Desperate Dan loves to talk about how much he disdains “the media”, writing for MailOnline and having previously worked for such underground samizdat outlets as The News of the World and The Sun. He is also at his happiest when he is operating at the highest levels of dudgeon, livid that no one is as paranoid or angry as he is (no, not even Peter Hitchens).
Wootton himself is, of course, an immigrant but he’s from New Zealand, a country that is collectively crossing its fingers that he never feels the urge to return. If the authorities in Lower Hutt, Wootton’s home town ever put up a monument to him it’s likely to be in celebration of his abscence.
Elsewhere in The Daily Mail, Sarah Vine’s contribution is headlined, with tedious inevitability, The horror of Al Swealmeen's terror attack aimed at Liverpool maternity hospital showed us the best - and worst - of Britain. She writes of Malcolm and Elizabeth Hitchcott, a Liverpudlian couple who took Al Swealmeen in a few years ago:
They're not bleeding-heart liberals, or virtue-signalling attention seekers. Just ordinary people trying to do a little bit of good.
Sadly, they are also proof of this old cynic's favourite adage: no good deed goes unpunished.

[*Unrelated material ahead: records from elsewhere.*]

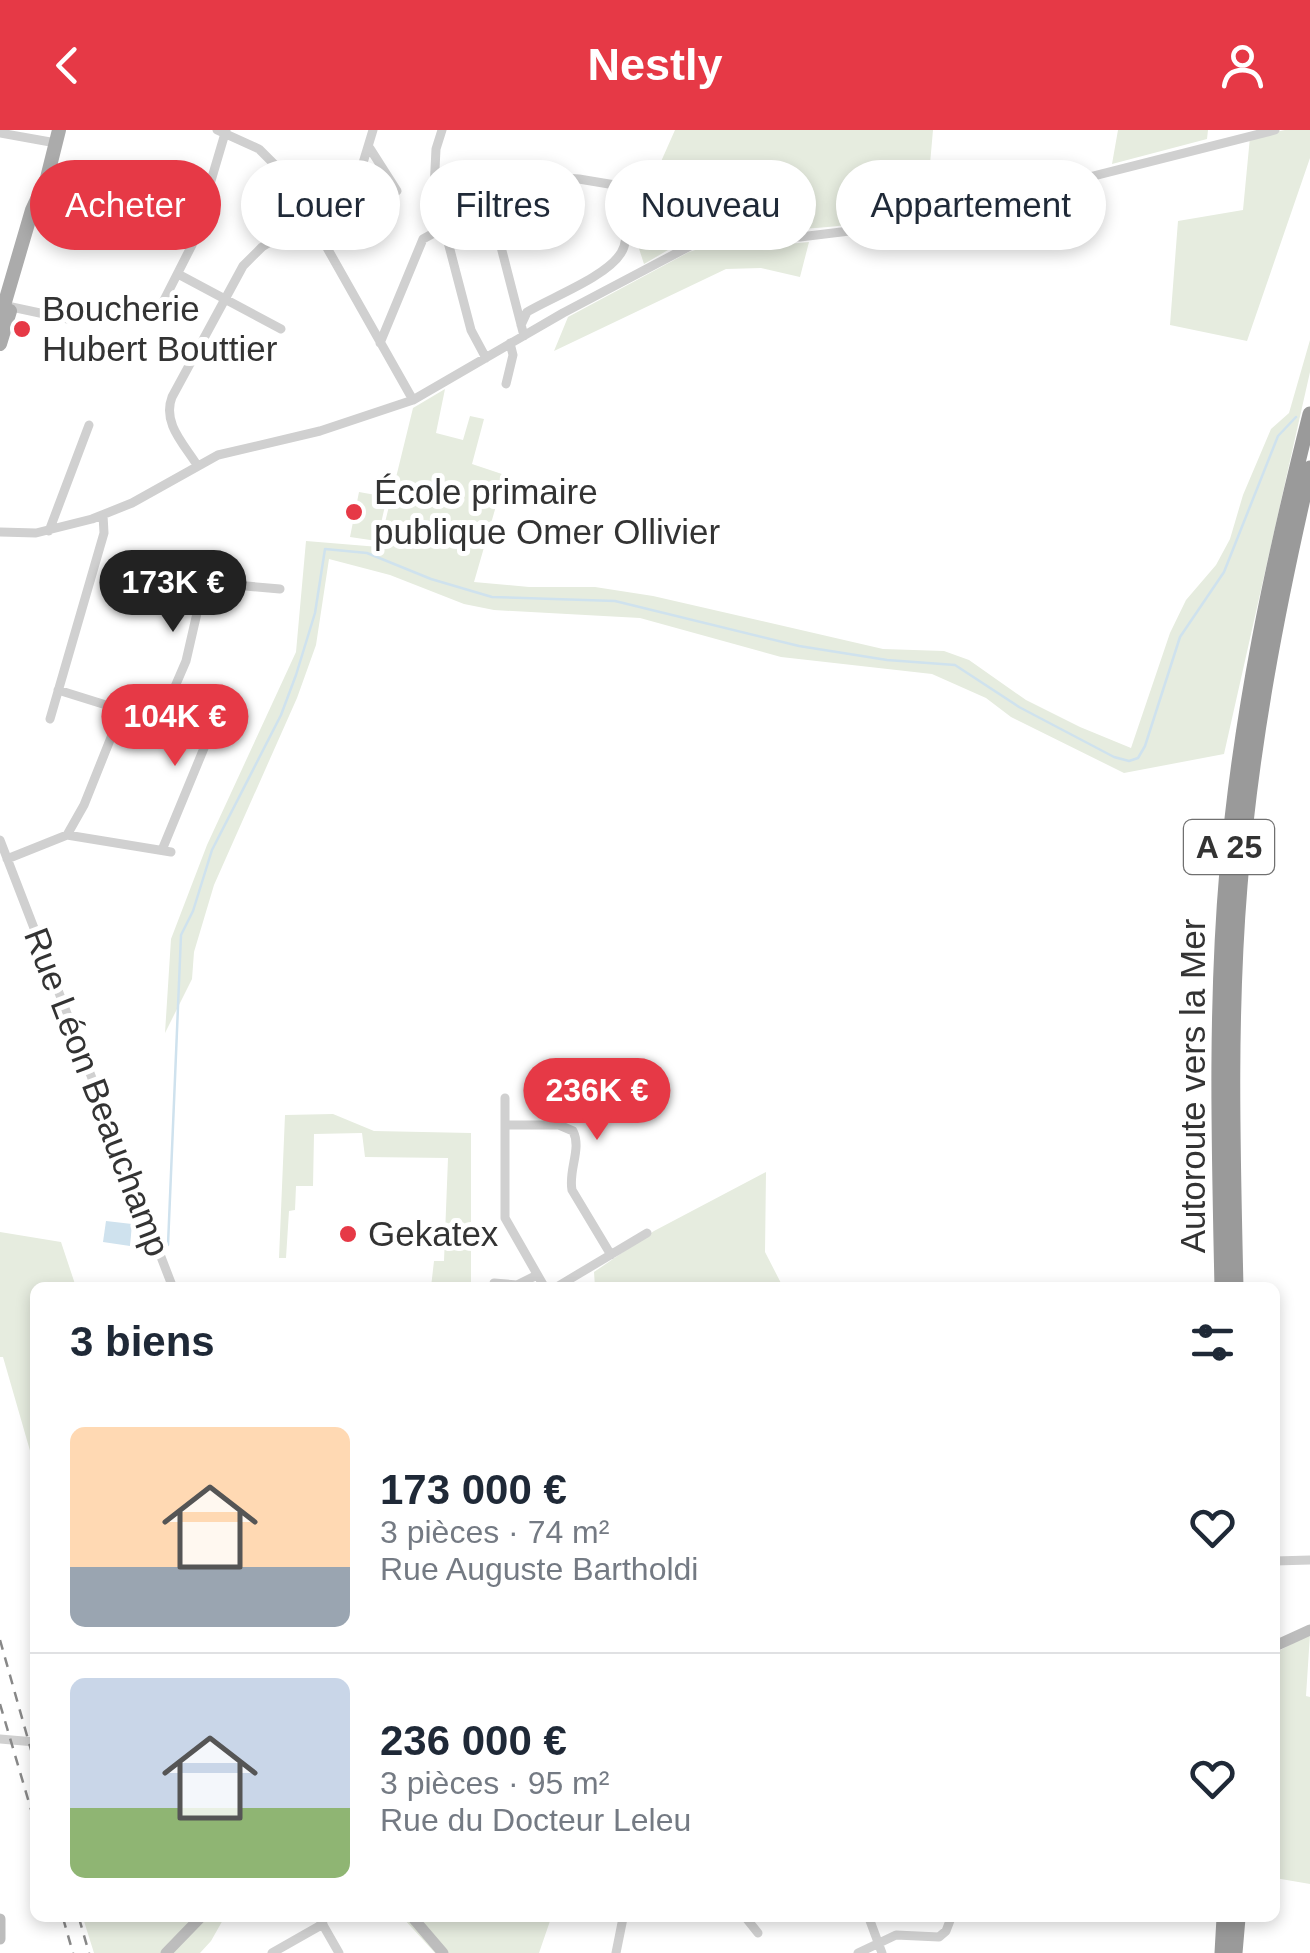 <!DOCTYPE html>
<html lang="fr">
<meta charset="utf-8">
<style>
:root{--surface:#fff;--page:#f6f6f7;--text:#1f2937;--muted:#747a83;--line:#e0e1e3;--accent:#e63946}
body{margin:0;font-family:Helvetica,sans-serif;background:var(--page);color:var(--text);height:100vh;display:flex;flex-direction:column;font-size:38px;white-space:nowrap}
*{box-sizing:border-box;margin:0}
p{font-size:32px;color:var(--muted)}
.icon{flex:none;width:55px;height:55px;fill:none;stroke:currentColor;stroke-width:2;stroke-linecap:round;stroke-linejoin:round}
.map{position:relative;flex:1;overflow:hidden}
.drawer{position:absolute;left:30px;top:1152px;width:1250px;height:640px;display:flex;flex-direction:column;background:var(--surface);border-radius:15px;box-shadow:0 5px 15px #0003}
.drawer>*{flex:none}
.banner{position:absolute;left:30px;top:30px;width:1250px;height:90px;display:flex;gap:20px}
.price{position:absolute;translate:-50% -85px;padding:0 22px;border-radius:35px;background:var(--accent);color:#fff;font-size:32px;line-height:65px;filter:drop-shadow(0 2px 5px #0008)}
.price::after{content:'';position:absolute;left:50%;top:60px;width:30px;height:22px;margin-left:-15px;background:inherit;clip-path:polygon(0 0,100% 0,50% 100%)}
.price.selected{background:#222;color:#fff}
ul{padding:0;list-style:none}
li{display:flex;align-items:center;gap:30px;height:250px;padding:0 40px}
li+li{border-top:2px solid var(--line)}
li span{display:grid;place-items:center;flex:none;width:280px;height:200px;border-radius:15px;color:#555}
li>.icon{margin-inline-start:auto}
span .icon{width:120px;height:120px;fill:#fffc;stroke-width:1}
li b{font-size:42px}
h2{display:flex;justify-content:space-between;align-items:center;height:120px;padding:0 40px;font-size:42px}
.chip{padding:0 35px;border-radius:45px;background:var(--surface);box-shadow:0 5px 15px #0003;font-size:35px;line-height:90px}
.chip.selected{background:var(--accent);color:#fff}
header{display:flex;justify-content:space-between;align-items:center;height:130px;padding:0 40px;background:var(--accent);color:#fff;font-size:45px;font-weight:700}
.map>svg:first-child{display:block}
.green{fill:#e6ecdf}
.water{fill:#cfe2ee}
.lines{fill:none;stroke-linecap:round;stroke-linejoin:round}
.stream{stroke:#cfe2ee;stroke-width:2.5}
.minor{stroke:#d0d0d0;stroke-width:9}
.secondary{stroke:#bdbdbd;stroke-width:11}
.primary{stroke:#ababab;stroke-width:14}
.motorway{stroke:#9a9a9a;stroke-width:15}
.rail{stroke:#888;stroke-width:2.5;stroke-dasharray:10 8;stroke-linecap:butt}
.poi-dot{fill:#e63946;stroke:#fff;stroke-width:4}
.labels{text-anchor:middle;stroke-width:10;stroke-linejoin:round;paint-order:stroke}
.shield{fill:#fff;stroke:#707070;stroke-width:2.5}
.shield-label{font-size:32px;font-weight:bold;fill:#333}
.poi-label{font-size:35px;fill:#333;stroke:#fff;text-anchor:start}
.street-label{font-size:35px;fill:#333;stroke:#fff}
</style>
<header><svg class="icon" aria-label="back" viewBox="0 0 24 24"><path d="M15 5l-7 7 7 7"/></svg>Nestly<svg class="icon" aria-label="person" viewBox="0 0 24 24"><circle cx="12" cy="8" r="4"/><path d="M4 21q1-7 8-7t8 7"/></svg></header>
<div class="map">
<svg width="1310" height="1823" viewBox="0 0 1310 1823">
<rect width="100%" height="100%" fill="#fff"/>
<path class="green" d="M675 0H933L930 34 878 31 865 92C826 99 789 100 749 99L755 43 682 38 668 120 644 134 632 97Z
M1118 0H1208L1207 9 1112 34Z
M1285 0H1310V28L1247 211 1170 195 1178 91 1243 80 1250 7Z
M732 108 788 114 809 112 800 147 761 138 726 139 554 221 568 187 689 122Z
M1310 210V242L1224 624 1124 643 1011 587 986 568 932 544 781 527 640 488 494 480 464 474 390 445 329 429 316 515 297 568 214 755 194 822 192 849 165 903 171 809 207 715 296 522 306 411 379 417 413 278 445 259 436 303 463 310 470 286 484 289 472 334 505 345 474 452 529 457H595L653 466 883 519 944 521 969 530 1026 570 1080 597 1131 618 1170 503 1186 470 1216 435 1230 409 1243 365 1271 299 1289 283Z
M359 362 387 367 377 411 350 407Z
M333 984 374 1001 471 1003V1157H431L434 1131H444L448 1028 365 1027 362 1003 314 1004 313 1056H296L295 1080 289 1081 286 1128H279L285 985Z
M766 1042 765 1122 783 1157H595L594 1142 654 1101Z
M0 1102 61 1112 76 1157 35 1158V1338L3 1227H0Z
M1310 1504 1306 1566 1310 1567V1754L1275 1748V1523Z
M83 1788H224L211 1811 200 1823H94Z
M403 1788H551L539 1823H435Z"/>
<path class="water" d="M106 1091 132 1094 130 1116 103 1112Z"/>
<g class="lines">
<path class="stream" d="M168 1115 181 805 193 781 212 720 281 585 296 545 315 483 325 419 367 423 431 449 492 467 615 471 799 516 887 530 955 535 1019 577 1114 627 1129 631 1138 628 1145 616 1180 507 1224 442 1278 306 1296 287
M33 1327 35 1326"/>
<path class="minor" d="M217 0 259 19 287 47 413 270
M442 0 436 19 433 79 448 112 471 200 486 228
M0 3 56 13
M369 17 397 61
M178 144 281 199
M7 176 68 189
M160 178 192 115 226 0
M521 195 527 182C552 167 606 147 621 123 627 114 626 102 626 92 625 78 625 66 615 55L579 49 508 44 503 47 492 82 524 206
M380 213 423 109 443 98
M506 254 513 225 510 213
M197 335C184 314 162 293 172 267L243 136 262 117 346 66 359 46 373 0
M49 401 89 295
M0 402 36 403 92 389 132 373 218 325 320 301 413 270 563 183 709 106 743 102 800 107 866 99 983 74 1275 0
M58 560 154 590 161 589 186 531 203 457 212 453 280 459
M50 589 104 403 103 385
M67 705 84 675 122 580
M0 710 173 1158
M162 720 216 589 212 581 173 565
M7 729 67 705 171 722
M505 968V1088L545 1158
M505 995H559L573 1001C582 1019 568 1040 572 1060L611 1125
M494 1153 517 1155 537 1145
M555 1158 647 1103
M1275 1431 1310 1430
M0 1609 35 1612
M319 1788 339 1823
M746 1788 758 1803
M869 1788 882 1823
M272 1823 323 1794
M616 1823 623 1788
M858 1823 896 1805 939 1807 946 1801 951 1788"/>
<path class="secondary" d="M1275 1516 1310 1500
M413 1788 443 1823
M0 1789V1809
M166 1823 200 1788"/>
<path class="primary" d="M0 189 32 80 47 48 59 0
M0 214 10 181"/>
<path class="motorway" d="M1222 1158C1219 1018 1215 879 1227 740 1240 585 1272 434 1310 284
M1236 1158C1233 1024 1229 890 1240 756 1251 614 1278 476 1310 338
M1222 1823 1224 1788
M1235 1823 1238 1788"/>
<path class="rail" d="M0 1510 35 1634
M0 1574 35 1693
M63 1788 73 1823
M79 1788 89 1823"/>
</g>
<g class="poi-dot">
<circle cx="22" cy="199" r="10"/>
<circle cx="354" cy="382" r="10"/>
<circle cx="348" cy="1104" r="10"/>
</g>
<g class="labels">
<rect class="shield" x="1184" y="690" width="90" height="54" rx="8"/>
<g class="shield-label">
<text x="1229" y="728">A 25</text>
</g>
<g class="poi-label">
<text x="42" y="191">Boucherie<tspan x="42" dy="40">Hubert Bouttier</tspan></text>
<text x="374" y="374">École primaire<tspan x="374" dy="40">publique Omer Ollivier</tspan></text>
<text x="368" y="1116">Gekatex</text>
</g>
<g class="street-label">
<text transform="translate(1193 956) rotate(-90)" y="12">Autoroute vers la Mer</text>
<text transform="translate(97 962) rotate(69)" y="12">Rue Léon Beauchamp</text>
</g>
</g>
</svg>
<b class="price selected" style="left:173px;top:505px">173K €</b>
<b class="price" style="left:175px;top:639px">104K €</b>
<b class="price" style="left:597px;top:1013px">236K €</b>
<div class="banner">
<a class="chip selected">Acheter</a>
<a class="chip">Louer</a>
<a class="chip">Filtres</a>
<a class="chip">Nouveau</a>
<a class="chip">Appartement</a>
</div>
<section class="drawer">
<h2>3 biens<svg class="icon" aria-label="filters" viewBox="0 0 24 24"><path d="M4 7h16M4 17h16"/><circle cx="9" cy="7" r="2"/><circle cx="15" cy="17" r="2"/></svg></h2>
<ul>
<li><span style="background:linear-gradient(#ffd9b3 70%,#9aa5b1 0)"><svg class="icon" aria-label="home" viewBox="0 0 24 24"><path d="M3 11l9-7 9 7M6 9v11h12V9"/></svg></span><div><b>173 000 €</b><p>3 pièces · 74 m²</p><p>Rue Auguste Bartholdi</p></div><svg class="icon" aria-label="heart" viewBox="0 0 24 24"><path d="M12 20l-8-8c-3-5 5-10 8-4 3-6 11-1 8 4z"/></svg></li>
<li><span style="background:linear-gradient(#c9d6e8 65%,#8fb573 0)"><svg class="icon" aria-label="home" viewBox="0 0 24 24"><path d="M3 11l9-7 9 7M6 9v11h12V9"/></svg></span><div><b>236 000 €</b><p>3 pièces · 95 m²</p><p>Rue du Docteur Leleu</p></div><svg class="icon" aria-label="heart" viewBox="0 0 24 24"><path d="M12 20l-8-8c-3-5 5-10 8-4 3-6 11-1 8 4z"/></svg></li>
</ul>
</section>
</div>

This is how The Daily Mail works; it sees itself as the ultimate moral arbiter. In this case Vine looks on the Hitchcotts with the thin, patronising smile of a supersillious judge at a village flower and produce show confronted with a humorously-shaped parsnip.

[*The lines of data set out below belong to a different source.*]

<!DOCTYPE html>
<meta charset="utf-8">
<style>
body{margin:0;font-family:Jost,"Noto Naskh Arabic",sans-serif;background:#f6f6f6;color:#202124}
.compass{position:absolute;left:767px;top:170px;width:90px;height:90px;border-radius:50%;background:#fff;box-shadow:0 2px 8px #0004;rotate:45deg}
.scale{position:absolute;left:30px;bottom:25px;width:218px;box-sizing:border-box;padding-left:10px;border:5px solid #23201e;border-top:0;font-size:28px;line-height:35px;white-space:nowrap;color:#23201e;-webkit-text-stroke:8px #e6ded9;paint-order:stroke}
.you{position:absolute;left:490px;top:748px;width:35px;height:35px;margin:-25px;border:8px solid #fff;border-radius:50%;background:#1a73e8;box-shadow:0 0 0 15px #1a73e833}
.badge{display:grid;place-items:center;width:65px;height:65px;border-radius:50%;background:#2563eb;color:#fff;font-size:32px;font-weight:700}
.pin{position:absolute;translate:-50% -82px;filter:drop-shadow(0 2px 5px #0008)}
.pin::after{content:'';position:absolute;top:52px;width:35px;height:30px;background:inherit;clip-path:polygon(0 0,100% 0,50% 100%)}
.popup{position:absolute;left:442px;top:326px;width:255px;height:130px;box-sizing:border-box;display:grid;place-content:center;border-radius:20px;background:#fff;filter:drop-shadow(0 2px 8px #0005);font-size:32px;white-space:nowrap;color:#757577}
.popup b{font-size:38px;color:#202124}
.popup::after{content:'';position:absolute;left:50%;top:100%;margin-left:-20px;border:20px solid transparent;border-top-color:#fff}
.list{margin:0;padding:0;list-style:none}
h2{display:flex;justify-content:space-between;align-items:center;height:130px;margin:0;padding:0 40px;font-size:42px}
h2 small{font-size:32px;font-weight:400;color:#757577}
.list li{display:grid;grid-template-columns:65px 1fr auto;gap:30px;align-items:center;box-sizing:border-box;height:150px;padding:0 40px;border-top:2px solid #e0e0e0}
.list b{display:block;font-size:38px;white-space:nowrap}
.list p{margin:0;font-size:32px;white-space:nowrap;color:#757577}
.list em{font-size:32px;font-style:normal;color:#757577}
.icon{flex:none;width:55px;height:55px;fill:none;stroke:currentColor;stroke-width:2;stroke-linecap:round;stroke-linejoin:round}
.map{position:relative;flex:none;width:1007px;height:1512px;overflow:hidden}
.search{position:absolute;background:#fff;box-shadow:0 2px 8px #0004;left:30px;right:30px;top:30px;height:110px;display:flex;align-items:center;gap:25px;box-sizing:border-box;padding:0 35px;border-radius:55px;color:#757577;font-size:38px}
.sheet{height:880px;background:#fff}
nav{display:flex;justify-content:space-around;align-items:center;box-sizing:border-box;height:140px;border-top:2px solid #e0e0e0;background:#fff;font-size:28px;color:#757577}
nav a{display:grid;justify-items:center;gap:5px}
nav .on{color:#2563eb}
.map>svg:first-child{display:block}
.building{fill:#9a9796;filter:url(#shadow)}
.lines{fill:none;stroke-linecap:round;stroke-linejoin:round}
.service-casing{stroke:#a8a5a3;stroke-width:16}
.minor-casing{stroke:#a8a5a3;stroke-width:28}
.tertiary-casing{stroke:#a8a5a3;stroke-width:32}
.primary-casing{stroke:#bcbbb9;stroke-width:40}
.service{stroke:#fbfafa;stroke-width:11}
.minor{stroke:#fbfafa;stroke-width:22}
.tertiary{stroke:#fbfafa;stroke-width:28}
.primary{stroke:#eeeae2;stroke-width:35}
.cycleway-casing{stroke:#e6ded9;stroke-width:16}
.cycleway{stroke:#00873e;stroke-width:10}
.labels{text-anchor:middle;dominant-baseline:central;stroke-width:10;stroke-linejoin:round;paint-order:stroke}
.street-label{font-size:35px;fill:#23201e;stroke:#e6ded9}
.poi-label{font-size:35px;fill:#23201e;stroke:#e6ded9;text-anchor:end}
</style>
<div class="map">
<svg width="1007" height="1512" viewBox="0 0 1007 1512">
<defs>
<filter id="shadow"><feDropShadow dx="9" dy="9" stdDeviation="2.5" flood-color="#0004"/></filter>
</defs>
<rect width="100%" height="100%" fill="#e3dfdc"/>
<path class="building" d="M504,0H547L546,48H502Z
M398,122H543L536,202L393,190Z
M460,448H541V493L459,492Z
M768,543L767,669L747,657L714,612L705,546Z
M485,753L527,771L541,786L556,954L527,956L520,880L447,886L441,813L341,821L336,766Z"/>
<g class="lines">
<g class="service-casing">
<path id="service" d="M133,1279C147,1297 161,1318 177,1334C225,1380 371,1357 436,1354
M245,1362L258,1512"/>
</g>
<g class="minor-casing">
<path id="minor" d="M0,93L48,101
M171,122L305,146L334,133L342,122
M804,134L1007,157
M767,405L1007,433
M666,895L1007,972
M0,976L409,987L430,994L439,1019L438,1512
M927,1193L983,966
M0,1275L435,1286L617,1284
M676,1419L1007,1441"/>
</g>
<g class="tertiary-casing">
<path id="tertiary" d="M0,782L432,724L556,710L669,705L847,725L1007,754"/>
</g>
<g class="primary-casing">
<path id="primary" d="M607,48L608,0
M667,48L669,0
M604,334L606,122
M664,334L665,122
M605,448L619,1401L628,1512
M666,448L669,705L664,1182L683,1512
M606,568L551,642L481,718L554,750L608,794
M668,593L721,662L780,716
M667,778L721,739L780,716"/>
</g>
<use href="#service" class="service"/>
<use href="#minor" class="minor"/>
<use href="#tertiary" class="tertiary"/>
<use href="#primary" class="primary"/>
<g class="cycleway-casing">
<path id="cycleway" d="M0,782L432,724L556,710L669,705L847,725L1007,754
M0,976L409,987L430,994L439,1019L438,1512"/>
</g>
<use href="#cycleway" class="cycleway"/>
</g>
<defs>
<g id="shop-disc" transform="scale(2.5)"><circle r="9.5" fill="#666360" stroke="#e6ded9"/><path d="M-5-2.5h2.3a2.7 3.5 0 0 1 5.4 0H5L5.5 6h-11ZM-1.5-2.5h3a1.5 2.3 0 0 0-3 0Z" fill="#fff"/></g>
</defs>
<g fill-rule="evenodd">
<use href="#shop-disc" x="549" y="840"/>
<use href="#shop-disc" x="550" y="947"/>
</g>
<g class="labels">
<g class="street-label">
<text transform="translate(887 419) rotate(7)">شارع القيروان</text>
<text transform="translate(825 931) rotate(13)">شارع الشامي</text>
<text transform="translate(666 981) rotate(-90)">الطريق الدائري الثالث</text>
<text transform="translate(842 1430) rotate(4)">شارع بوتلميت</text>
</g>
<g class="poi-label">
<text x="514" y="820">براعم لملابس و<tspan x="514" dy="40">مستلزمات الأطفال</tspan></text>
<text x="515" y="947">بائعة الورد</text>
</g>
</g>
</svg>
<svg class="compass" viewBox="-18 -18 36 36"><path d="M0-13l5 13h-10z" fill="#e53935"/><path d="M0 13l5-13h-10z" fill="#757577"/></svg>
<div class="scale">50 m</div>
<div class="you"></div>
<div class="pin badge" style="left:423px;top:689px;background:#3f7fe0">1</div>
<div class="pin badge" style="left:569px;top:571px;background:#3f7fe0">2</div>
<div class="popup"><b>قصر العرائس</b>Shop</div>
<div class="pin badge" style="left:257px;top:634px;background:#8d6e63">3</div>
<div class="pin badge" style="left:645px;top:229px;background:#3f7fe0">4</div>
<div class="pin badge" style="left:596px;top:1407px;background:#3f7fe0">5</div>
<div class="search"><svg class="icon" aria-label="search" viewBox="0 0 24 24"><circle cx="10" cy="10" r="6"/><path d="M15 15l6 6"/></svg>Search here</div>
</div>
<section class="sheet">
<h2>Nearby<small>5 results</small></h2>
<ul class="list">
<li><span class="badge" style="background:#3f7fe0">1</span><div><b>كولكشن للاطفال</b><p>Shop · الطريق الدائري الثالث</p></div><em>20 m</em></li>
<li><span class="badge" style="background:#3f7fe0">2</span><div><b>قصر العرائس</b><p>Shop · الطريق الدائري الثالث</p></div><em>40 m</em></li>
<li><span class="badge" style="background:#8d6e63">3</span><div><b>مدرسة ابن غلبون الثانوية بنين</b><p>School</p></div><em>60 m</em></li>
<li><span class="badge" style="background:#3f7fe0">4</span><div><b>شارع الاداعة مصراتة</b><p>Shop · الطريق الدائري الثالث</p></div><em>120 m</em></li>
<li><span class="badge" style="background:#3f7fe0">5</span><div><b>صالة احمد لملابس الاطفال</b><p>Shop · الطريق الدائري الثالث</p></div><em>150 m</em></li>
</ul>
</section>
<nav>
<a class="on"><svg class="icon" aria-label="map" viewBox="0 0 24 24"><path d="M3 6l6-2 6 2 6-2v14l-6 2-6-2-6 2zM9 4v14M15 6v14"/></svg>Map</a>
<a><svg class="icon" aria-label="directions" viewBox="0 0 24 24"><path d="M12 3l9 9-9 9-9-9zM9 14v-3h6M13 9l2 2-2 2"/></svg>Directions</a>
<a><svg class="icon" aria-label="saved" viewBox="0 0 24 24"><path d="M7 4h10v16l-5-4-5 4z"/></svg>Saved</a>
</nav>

The couple are not, Vine assures us, “bleeding-heart liberals” or “virtue-signalling attention seekers” but that’s predominantly because they resemble precisely the kind of reader currently running their eyes over Vine’s column. Had they been a little more left-wing, the verdict would have been quite different.
Vine admits that ‘we’ — who’s ‘we’, Sarah? — “don't yet know enough to truly fathom [Al Swealmeen’s] motives or his intentions” but that doesn’t stop her from concluding that he “[undermines] and [threatens] to destroy our fundamental values, and make us question the Christian principles that underpin our society.” Sorry if you were distracted while reading the previous sentence because so many dogs were barking.
Over at The Daily Telegraph, turns its ire on the Church of England — which it has long felt insufferably ‘woke’ — with a story headlined Church under fire in wake of Liverpool suicide bombing for helping asylum seekers to ‘game’ system. The opening paragraph includes a classic weasel phrase — “The Church of England is facing questions…” — which newspapers use to obscure the fact that they are the ones framing those “questions”.
Elsewhere it goes all out to scare its readers with the shocking fact that… Al Swealeen attended… a cake decorating course. That article opens with the Day Today-esque line:
The Liverpool suicide bomber took a cake decorating course at a local college three years before his attack, it emerged on Tuesday night.
Should we be referring all applicants to The Great British Bakeoff to Prevent?2
In the paper’s comment section, Phillip Johnston ramps up the paranoia with a piece headlined Twenty years after 9/11, we still don’t know how to stop radicalisation (we do but the government has no interest in solutions that don’t make it look ‘tough’ and aren’t explicitly cruel) and former Labour MP turned Telegraph op-ed stooge Tom Harris argues Church groups must learn to accept that some 'Christian' asylum seekers may not be what they seem (the latest example of rhetoric that says everyone must become a part-time border guard and state informant).
The reality of what happened in Liverpool last weekend is not clear yet and may never become clear given the shared commitment by hacks and politicians to see everything through a cloudy prism of ideology. The actions of one man — quickly defined and distorted — will be used to enact even more cruelty on the majority of asylum seekers. When it comes to Priti Patel’s Fortress Britain dreams, feelings always beat facts, and humanity will always come last.
I’m fairly sure that Jesus might have something to say about the notion of Christianity “not being about… works”.
…if only for Paul Hollywood’s clear anti-German sentiment. Bastard.